Lauter Ungereimtheiten
Einstiger Haider-Vertrauter bekennt sich als Mossad-Spion, um kurz darauf zu widerrufen

Jener Mann, der von Ariel Muzicant, dem Chef der Israelitischen Kultusgemeinde in Wien, einst als "Haiders Hofjude" bezeichnet wurde, steht seit voriger Woche im Mittelpunkt einer reichlich kuriosen Affäre. Es dreht sich um Peter Sichrovsky, der von 2000 bis 2002 FPÖ-Generalsekretär und von 1996 bis 2004 Europaabgeordneter war, sich aber 2003 von der Partei trennte.

Losgetreten wurde die Sache durch das Wochenmagazin profil, das am 30. Mai unter Berufung auf Sichrovskys Aussagen über dessen Aktivitäten für den israelischen Geheimdienst Mossad berichtete. Sichrovsky habe bis 2002 "mit dem Mossad kooperiert". Erste Kontakte habe es bereits in den 80er Jahren gegeben, aber ernst geworden sei es erst ab 1997, als Sichrovsky für Haider Kontakte zu jüdischen Organisationen knüpfen sollte. Er habe Israel helfen wollen und nicht direkt im Sold des Mossad gestanden, sondern nur Auslagen erstattet bekommen. Er habe auch eine Kreditkarte mit unbegrenztem Rahmen gehabt - "für heikle Fälle".

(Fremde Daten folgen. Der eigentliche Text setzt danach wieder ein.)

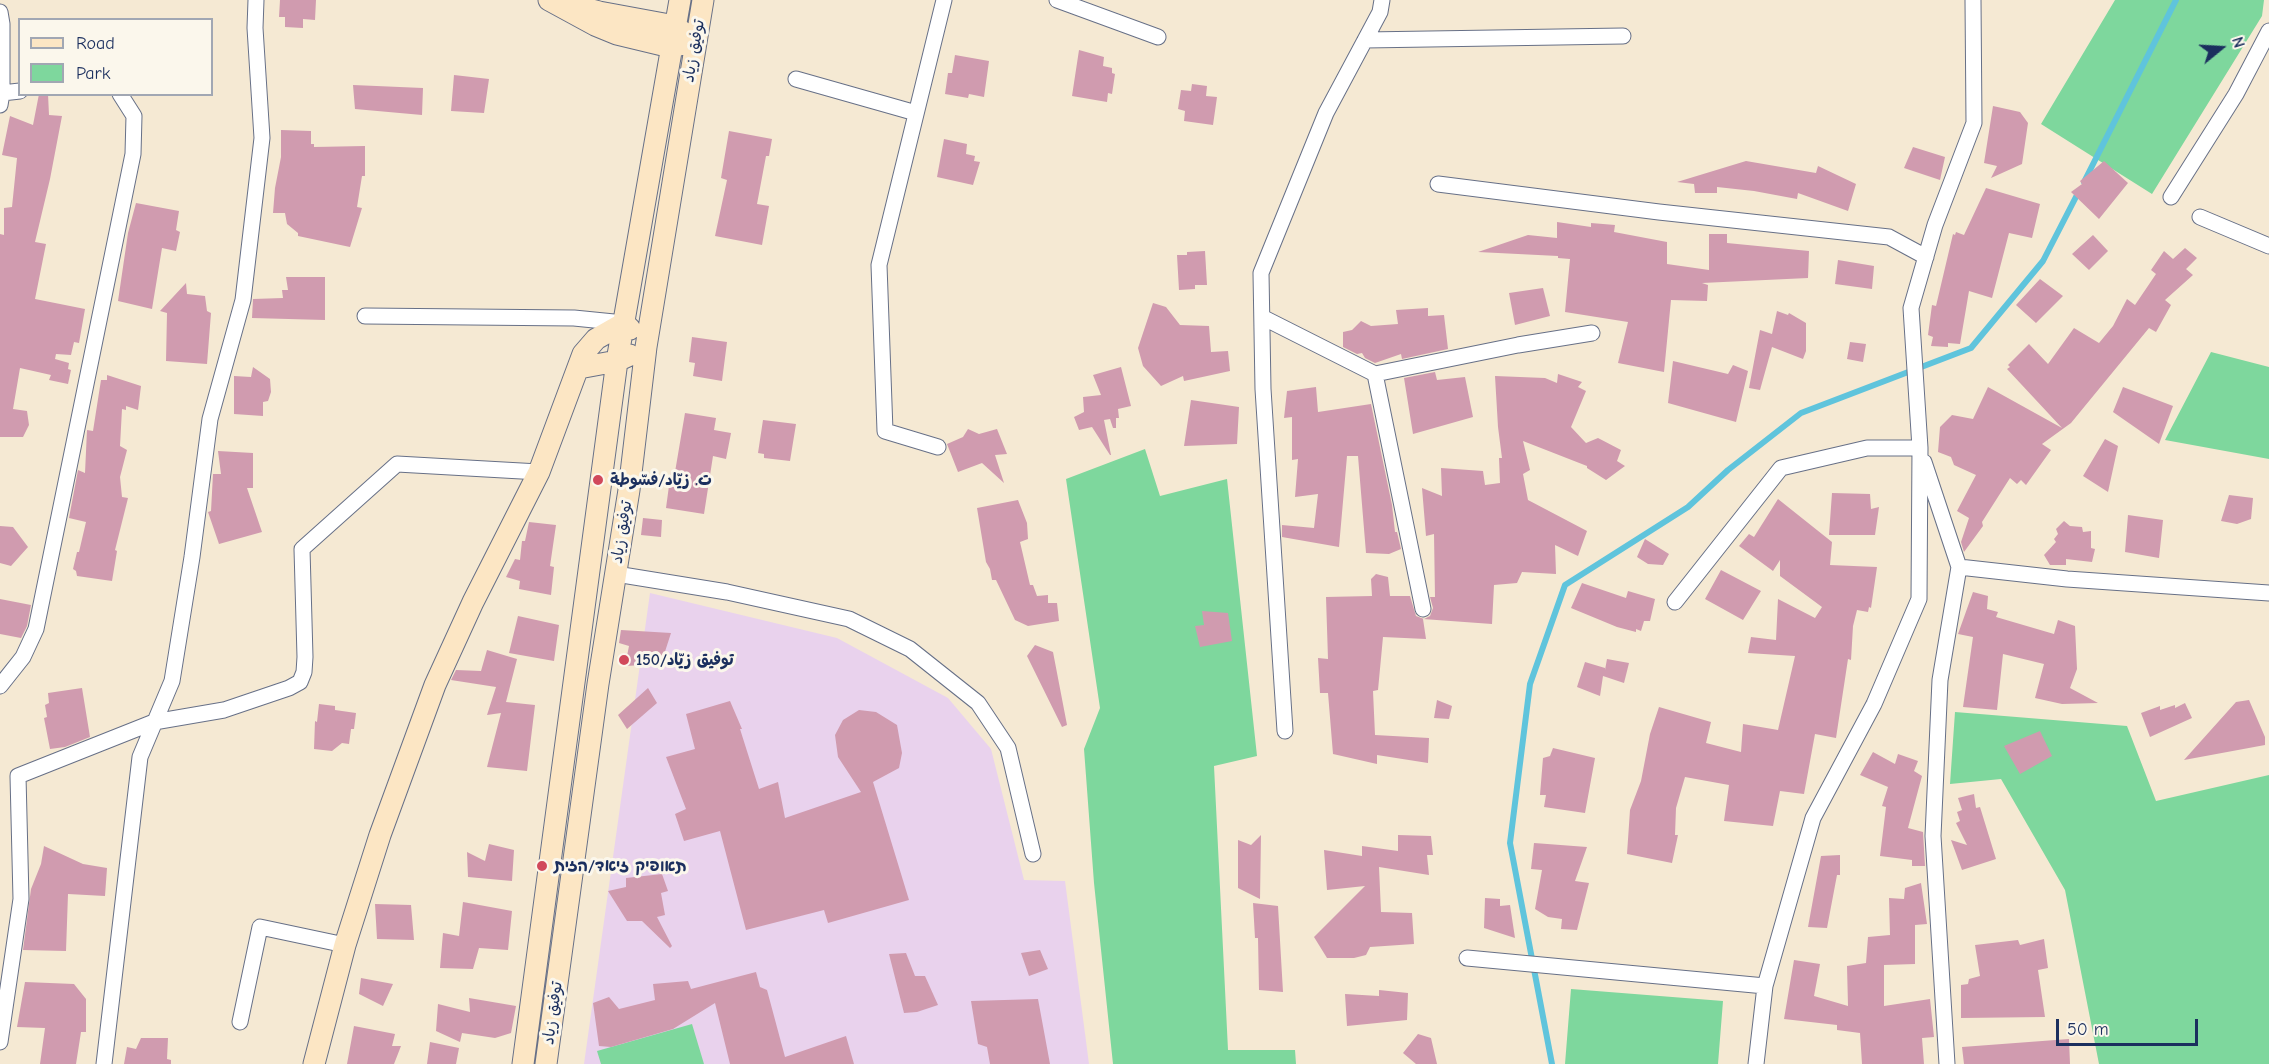 <!DOCTYPE html>
<meta charset="utf-8">
<style>
body{margin:0}
#map{position:relative;width:2269px;height:1064px;overflow:hidden;background:#f5e9d3;font-family:"Comic Neue",sans-serif}
canvas{display:block}
.legend{position:absolute;left:18px;top:18px;width:195px;height:78px;box-sizing:border-box;background:#fbf7ec;border:2px solid #a1a7b3;margin:0;padding:8px 10px;list-style:none;font-size:18px;color:#1b2f5e}
.legend li{display:flex;align-items:center;gap:12px;height:30px}
.legend b{width:30px;border:2px solid #a1a7b3}
.north{position:absolute;left:2191px;top:18px;width:60px;height:60px;-webkit-text-stroke:4px #fbf7ec;paint-order:stroke;rotate:72deg;font-size:16px;font-weight:700;line-height:24px;text-align:center;color:#1b2f5e}
.north::after{content:'';display:block;margin:auto;width:21px;height:27px;background:#1b2f5e;clip-path:polygon(50% 0,100% 100%,50% 72%,0 100%)}
.scale{position:absolute;left:2056px;top:1019px;width:142px;height:27px;box-sizing:border-box;border:3px solid #1b2f5e;border-top:0;padding-left:8px;font-size:18px;line-height:21px;white-space:nowrap;color:#1b2f5e;-webkit-text-stroke:4px #fbf7ec;paint-order:stroke}
</style>
<div id="map">
<canvas width="2269" height="1064"></canvas>
<ul class="legend">
<li><b style="height:8px;background:#fce6c4"></b>Road</li>
<li><b style="height:16px;background:#7ed79d"></b>Park</li>
</ul>
<div class="north">N</div>
<div class="scale">50 m</div>
</div>
<script>
const context = document.querySelector('canvas').getContext('2d');
context.lineJoin = 'round';
function fill(path, color) { context.fillStyle = color; context.fill(path, 'evenodd'); }
const shape = rows => new Path2D(rows.map(r => 'M' + r).join(''));
function stroke(path, color, width, dash) { context.strokeStyle = color; context.lineWidth = width; context.lineCap = dash ? 'butt' : 'round'; context.setLineDash(dash || []); context.stroke(path); }
function drawText(font, color, halo, rows, align = 'center') {
  context.font = font + ' "Comic Neue","Playpen Sans Arabic","Playpen Sans Hebrew",sans-serif'; context.lineWidth = 6; context.setLineDash([]); context.textBaseline = 'middle'; context.strokeStyle = halo; context.fillStyle = color; for (const [text, x, y, turn = 0] of rows) {
    context.save(); context.translate(x, y); context.rotate((+turn || 0) * Math.PI / 180); context.textAlign = isNaN(turn) ? turn : align; if (halo) context.strokeText(text, 0, 0); context.fillText(text, 0, 0); context.restore();
  }
}
fill(shape([
 [650,593,837,638,948,698,991,749,1024,880,1065,881,1089,1064,584,1064]
]), '#e9d2ed');
fill(shape([
 [2115,0,2264,0,2262,16,2152,194,2041,124],
 [2211,352,2269,367,2269,459,2165,440],
 [1145,449,1160,496,1227,479,1257,756,1214,766,1228,1050,1295,1050,1296,1064,1113,1064,1094,883,1084,749,1100,708,1066,479],
 [1955,712,2127,726,2156,801,2269,775,2269,1064,2099,1064,2065,890,2001,779,1950,784],
 [1571,989,1723,1001,1718,1064,1565,1064],
 [692,1024,704,1064,601,1064,597,1051]
]), '#7ed79d');
stroke(shape([
 [2084,182,2176,0],
 [1552,1064,1510,843,1530,684,1565,585,1688,507,1728,470,1801,413,1971,348,2043,261,2079,191]
]), '#5fc4dc', 6);
fill(shape([
 [280,0,316,0,315,20,303,19,303,28,285,27,285,17,279,17],
 [1079,50,1104,57,1103,66,1112,68,1112,73,1115,74,1112,94,1108,93,1107,102,1072,96],
 [955,55,989,61,984,97,969,94,968,98,945,94,948,73,952,73],
 [454,75,489,79,484,113,451,111],
 [1192,84,1207,86,1206,96,1217,97,1213,125,1184,121,1185,111,1178,109,1181,90,1191,91],
 [353,85,423,88,422,115,355,109],
 [39,94,48,94,49,115,62,116,50,179,35,242,46,244,35,299,85,309,79,343,74,342,71,355,56,354,55,359,69,363,68,369,71,370,68,384,49,380,51,375,20,368,13,409,27,411,29,425,23,437,0,437,0,234,4,235,4,208,12,207,17,158,2,155,10,116,33,125],
 [1993,106,2020,112,2028,123,2022,164,1991,178,1997,166,1984,163],
 [281,130,311,131,311,144,314,144,314,147,365,146,365,176,362,176,357,207,362,208,350,247,298,236,298,233,287,224,285,213,273,213,275,188,281,157],
 [729,131,772,139,769,156,766,156,757,204,769,206,762,245,715,236,727,180,721,178],
 [944,139,967,144,966,154,975,156,974,161,980,162,973,185,937,177],
 [1913,147,1945,157,1940,180,1904,168],
 [1746,161,1816,173,1818,166,1856,184,1848,211,1798,193,1797,199,1754,191,1717,187,1717,193,1695,193,1694,184,1677,182],
 [2104,161,2128,183,2099,219,2071,192,2082,184,2080,181],
 [1986,188,2040,204,2032,238,2009,233,1992,298,1969,291,1960,344,1948,343,1948,347,1931,346,1933,337,1928,335,1932,305,1936,306,1953,234,1955,235,1956,232,1964,235],
 [136,203,179,211,176,230,180,232,176,251,162,248,152,309,118,301,128,233],
 [1557,222,1591,227,1591,223,1615,225,1614,232,1667,242,1667,264,1709,270,1709,234,1727,234,1727,243,1809,251,1808,278,1702,283,1708,285,1707,301,1671,300,1664,372,1618,363,1628,322,1565,312,1570,259,1558,258,1558,256,1478,252,1528,235,1557,238],
 [2093,235,2108,251,2089,270,2072,254],
 [2185,248,2197,258,2186,269,2193,275,2165,300,2171,305,2156,332,2149,328,2071,423,2042,444,2051,450,2026,485,2021,480,2017,484,2010,478,1982,522,1983,526,1964,552,1961,542,1969,518,1957,511,1976,475,1954,465,1951,457,1938,452,1940,427,1952,415,1973,419,1988,387,2062,428,2007,369,2010,367,2008,365,2029,344,2048,364,2074,328,2099,343,2113,326,2127,299,2135,305,2156,274,2151,270,2164,251,2173,259],
 [1205,251,1207,285,1195,285,1195,289,1179,290,1177,255,1187,255,1187,252],
 [1838,260,1874,266,1872,289,1835,284],
 [286,277,325,277,325,320,252,318,253,299,283,298,282,290,288,290],
 [2040,279,2063,296,2036,323,2016,305],
 [186,283,187,294,205,296,207,311,211,313,207,364,166,361,167,313,160,311],
 [1543,288,1550,316,1515,325,1509,293],
 [1153,303,1166,307,1180,325,1209,326,1211,352,1228,351,1230,371,1184,381,1183,376,1161,386,1143,366,1138,348],
 [1428,308,1428,316,1444,315,1448,349,1402,359,1401,354,1375,363,1365,358,1362,353,1357,354,1343,347,1343,332,1352,330,1361,321,1371,326,1398,324,1396,310],
 [1777,311,1788,315,1789,313,1806,323,1806,351,1803,359,1772,347,1760,390,1749,388,1760,330,1772,334],
 [692,337,727,342,722,381,693,376,695,363,689,362],
 [1850,342,1866,344,1863,362,1847,359],
 [1673,361,1728,374,1733,365,1748,371,1736,422,1668,403],
 [253,367,270,379,271,392,268,401,263,402,263,416,234,414,234,376,251,377],
 [1121,367,1131,406,1118,409,1119,418,1116,418,1116,428,1113,428,1110,419,1104,420,1111,455,1110,455,1092,427,1079,430,1074,417,1084,412,1083,397,1101,395,1093,375],
 [1435,372,1437,380,1465,377,1473,417,1413,434,1404,378],
 [1558,374,1582,382,1578,387,1586,391,1571,427,1586,443,1598,438,1621,450,1617,461,1625,466,1606,480,1587,468,1587,466,1523,441,1530,470,1523,474,1528,500,1587,531,1578,556,1555,545,1556,574,1522,572,1517,583,1494,585,1492,624,1423,619,1426,639,1383,637,1378,690,1373,691,1375,735,1429,738,1428,763,1377,755,1377,764,1333,754,1328,693,1320,693,1318,658,1328,659,1326,597,1372,596,1371,579,1376,574,1388,577,1390,596,1410,596,1416,616,1424,619,1430,616,1433,608,1430,597,1435,597,1434,534,1426,536,1422,488,1442,496,1441,468,1483,471,1485,485,1500,483,1499,458,1502,458,1498,427,1495,376,1545,378,1557,383],
 [107,375,141,386,138,410,126,406,126,410,122,409,120,446,127,450,120,477,122,497,128,498,115,550,117,551,112,581,77,576,76,571,73,569,77,552,79,552,86,522,69,518,78,470,85,473,87,430,93,431,101,380,107,380],
 [1316,387,1318,412,1371,404,1392,505,1395,532,1397,532,1401,549,1389,554,1366,553,1358,456,1347,456,1339,547,1282,537,1282,525,1314,528,1318,494,1295,497,1298,459,1292,460,1292,417,1284,418,1287,391],
 [2123,387,2173,406,2159,444,2113,412],
 [1191,400,1239,407,1237,444,1184,446],
 [685,413,716,418,714,430,731,433,726,459,713,456,704,514,666,508,671,471,675,472],
 [763,420,796,424,790,461,764,458,764,454,758,453],
 [968,429,979,434,997,429,1007,454,995,455,1004,483,982,463,958,472,947,444,963,437],
 [2105,439,2118,446,2108,492,2083,476],
 [218,451,253,453,253,488,247,488,262,532,219,544,208,512,211,511,213,474,221,474],
 [1832,493,1870,494,1871,509,1879,507,1875,535,1829,535],
 [2229,495,2253,498,2251,519,2237,524,2221,521],
 [1778,499,1832,542,1830,565,1877,567,1871,608,1869,607,1868,612,1857,610,1853,626,1851,660,1848,659,1836,738,1815,734,1804,794,1780,791,1773,826,1724,821,1729,785,1685,777,1676,808,1675,835,1678,835,1672,863,1627,854,1630,810,1641,781,1650,734,1659,707,1711,722,1706,743,1741,752,1743,724,1778,730,1795,656,1748,653,1751,637,1776,640,1778,599,1815,618,1822,607,1780,576,1780,560,1773,571,1739,546,1749,534,1754,537],
 [1018,500,1027,523,1028,539,1020,542,1030,585,1033,585,1037,596,1048,595,1048,603,1057,603,1059,621,1028,626,1015,620,996,580,992,580,990,569,986,562,977,508],
 [2128,515,2163,520,2159,558,2125,552],
 [643,518,662,520,661,537,641,535],
 [2064,521,2070,526,2082,527,2083,532,2091,531,2091,548,2095,549,2092,562,2066,559,2066,565,2050,565,2044,555,2056,542,2054,539,2058,534,2056,529],
 [529,522,556,525,550,566,554,567,551,595,519,589,520,581,506,577,515,559,520,560,522,541,525,541],
 [0,526,13,527,28,547,11,566,0,563],
 [1645,539,1669,554,1663,565,1648,564,1637,557],
 [1721,570,1761,591,1743,620,1705,599],
 [1582,583,1626,598,1628,591,1655,599,1650,621,1644,621,1641,631,1636,629,1636,632,1617,627,1571,608],
 [1973,592,1988,596,1987,609,1998,612,1996,617,2054,634,2058,620,2075,626,2077,669,2070,688,2098,703,2062,704,2035,698,2044,664,2003,654,1997,710,1963,707,1973,637,1958,634],
 [0,599,31,605,27,626,21,638,0,634],
 [1202,611,1228,613,1232,641,1200,647,1195,626,1204,625],
 [518,616,559,625,554,661,509,653],
 [621,630,671,633,661,664,625,666,629,646,619,643],
 [1035,645,1053,652,1067,725,1062,727,1027,656],
 [487,650,517,659,506,702,535,705,527,771,487,767,501,713,487,715,496,687,451,680,456,670,481,671],
 [1607,659,1629,663,1624,683,1603,676,1600,696,1577,687,1585,662,1605,668,1605,670],
 [82,688,90,737,65,747,50,749,44,718,47,717,45,705,49,703,48,693],
 [648,688,657,703,627,729,618,715],
 [1437,700,1452,706,1449,719,1434,718],
 [2249,700,2265,737,2265,745,2184,760,2236,702],
 [730,701,742,729,740,729,759,789,778,782,785,818,861,792,838,757,835,735,843,720,859,710,876,712,897,725,902,753,899,768,873,782,909,900,828,923,824,910,746,930,720,831,684,841,675,814,686,809,666,757,695,749,686,714],
 [2185,703,2192,718,2150,737,2141,713,2160,706,2160,710,2175,705,2175,708],
 [319,704,335,706,335,710,356,713,354,729,351,729,349,744,342,743,332,751,314,749,315,721,317,722],
 [2040,731,2052,756,2020,774,2004,746],
 [1553,748,1595,758,1585,813,1544,807,1546,795,1540,795,1543,758,1550,756],
 [1873,752,1895,764,1898,754,1918,761,1914,771,1922,776,1908,828,1923,832,1925,866,1912,866,1912,860,1880,856,1886,807,1882,806,1888,787,1860,775],
 [1974,794,1976,808,1980,807,1996,859,1962,870,1951,840,1967,845,1956,823,1960,821,1957,812,1962,810,1958,798],
 [1261,835,1260,899,1238,888,1238,840,1251,845],
 [1398,835,1431,836,1433,855,1427,855,1429,875,1379,867,1381,912,1412,913,1414,944,1370,947,1366,955,1354,958,1327,958,1314,937,1365,886,1327,890,1324,850,1362,856,1362,846,1398,851],
 [1534,843,1587,847,1575,881,1589,883,1577,930,1561,929,1562,919,1548,917,1535,909,1542,870,1531,869],
 [489,844,514,850,512,881,468,877,467,852,485,861],
 [44,846,83,864,107,868,105,896,68,894,66,951,23,950,31,889,41,864],
 [1840,855,1840,875,1837,875,1827,928,1808,927,1821,856],
 [662,874,668,891,661,893,665,915,657,917,672,946,670,948,642,921,627,921,608,891,626,887,626,878],
 [1921,883,1927,924,1915,925,1915,964,1884,965,1884,1006,1930,999,1934,1037,1922,1038,1924,1064,1862,1064,1860,1033,1837,1030,1837,1025,1784,1019,1794,960,1820,964,1814,996,1848,1006,1847,966,1866,963,1868,937,1890,935,1889,898,1904,899,1905,888],
 [1485,898,1500,899,1500,906,1510,905,1515,938,1484,928],
 [463,902,512,911,508,950,479,948,473,969,440,968,443,933,459,936],
 [1253,903,1278,906,1283,992,1259,990,1258,938,1255,938],
 [375,904,411,905,414,940,377,939],
 [2044,939,2048,968,2038,970,2045,1017,1961,1018,1961,985,1968,984,1969,979,1980,976,1975,945,2018,940,2020,945],
 [1040,950,1048,969,1029,976,1021,953],
 [906,953,915,976,925,976,938,1005,917,1012,904,1013,889,954],
 [756,972,760,987,767,990,785,1057,846,1036,854,1064,730,1064,715,1003,673,1029,611,1047,599,1046,593,1003,609,997,619,1009,655,1000,653,984,688,981,691,989],
 [361,978,393,984,383,1006,359,994],
 [25,982,74,984,86,999,86,1032,81,1032,76,1064,40,1064,45,1028,17,1027],
 [1379,990,1408,993,1407,1020,1347,1026,1345,994,1379,996],
 [469,998,516,1006,511,1033,495,1038,462,1033,460,1042,436,1031,438,1004,470,1012],
 [1038,999,1050,1064,990,1064,987,1047,978,1044,971,1001],
 [354,1026,395,1034,392,1046,401,1046,394,1064,347,1064],
 [1418,1034,1431,1038,1437,1064,1416,1064,1403,1053],
 [141,1038,168,1038,167,1059,171,1060,171,1064,124,1064,127,1047,136,1049],
 [2069,1039,2070,1064,1964,1064,1962,1047],
 [430,1042,459,1048,456,1064,427,1064]
]), '#d09baf');
const street = shape([
 [1057,0,1158,37],
 [0,12,2,24,2,93,0,105],
 [1365,40,1623,36],
 [796,79,916,113],
 [2,93,20,91],
 [1438,184,1659,212,1889,237,1926,257],
 [2171,197,2236,94,2269,31],
 [2200,217,2269,246],
 [365,316,574,318,624,323],
 [1262,317,1375,374,1518,345,1592,333],
 [1375,374,1423,609],
 [938,447,885,431,879,265,944,0],
 [1924,462,1959,567,1940,680,1933,836,1947,1064],
 [1959,567,2067,579,2269,593],
 [616,574,727,592,849,619,910,649,978,703,1008,748,1033,854],
 [1675,602,1781,468,1867,448,1920,448],
 [0,686,23,657,36,629,133,154,134,116,120,94],
 [1285,731,1263,389,1261,273,1326,113,1380,12,1382,0],
 [1467,958,1765,986],
 [240,1022,260,927,345,945],
 [0,1042,21,899,18,776,154,722,224,710,289,688,300,682,304,672,305,657,302,549,397,464,539,472],
 [104,1064,140,757,172,681,192,557,210,419,243,300,262,138,255,28,256,0],
 [1756,1064,1765,986,1813,818,1874,704,1919,599,1920,448,1911,308,1935,225,1974,123,1973,0]
]);
const secondary = shape([
 [549,0,595,25,617,34,671,47,683,44],
 [577,6,599,12,675,26,685,34],
 [579,368,617,361,630,355],
 [314,1064,345,945,380,835,435,685,473,602,539,472,583,354,596,339,624,323,630,329],
 [523,1064,617,361,680,0],
 [546,1064,598,684,629,490,646,347,703,0]
]);
stroke(street, '#677087', 17);
stroke(secondary, '#677087', 23);
stroke(street, '#fff', 15);
stroke(secondary, '#fce6c4', 21);
for (const [x, y, r, color] of [
 [598,480,6,"#d1495b"],
 [624,660,6,"#d1495b"],
 [542,866,6,"#d1495b"]
]) { const dot = new Path2D(); dot.arc(x, y, r, 0, 2 * Math.PI); context.fillStyle = color; context.fill(dot); stroke(dot, '#fbf7ec', 2); }
drawText('16px', '#1b2f5e', '#fbf7ec', [
 ["توفيق زياد",694,51,-80],
 ["توفيق زياد",622,532,-81],
 ["توفيق زياد",553,1013,-82]
]);
drawText('bold 16px', '#1b2f5e', '#fbf7ec', [
 ["ت. زيّاد/فسّوطة",610,480],
 ["توفيق زيّاد/150",636,660],
 ["תאופיק זיאד/הזית",554,866]
], 'left');
</script>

Seine Kontaktleute hätten sich außerdem weniger für FPÖ-Interna interessiert als für Haiders Nahost-Beziehungen: Israel habe Haider "als Brücke zu arabischen Ländern" nützen wollen. Er habe auch Haiders Besuch bei Saddam Hussein im Frühjahr 2002 "eingefädelt".

Warum er das jetzt publik mache, erklärt Sichrovsky so: Er habe eine "anonyme E-Mail" erhalten, in der die Absender angeben, über seine Mossad-Tätigkeit Bescheid zu wissen und ihn demnächst kontaktieren zu wollen. Weiter seien Freunde und Bekannte von angeblichen Journalisten über ihn befragt worden. Da sei es ihm lieber, selber an die Öffentlichkeit zu gehen, um den Unbekannten zuvorzukommen.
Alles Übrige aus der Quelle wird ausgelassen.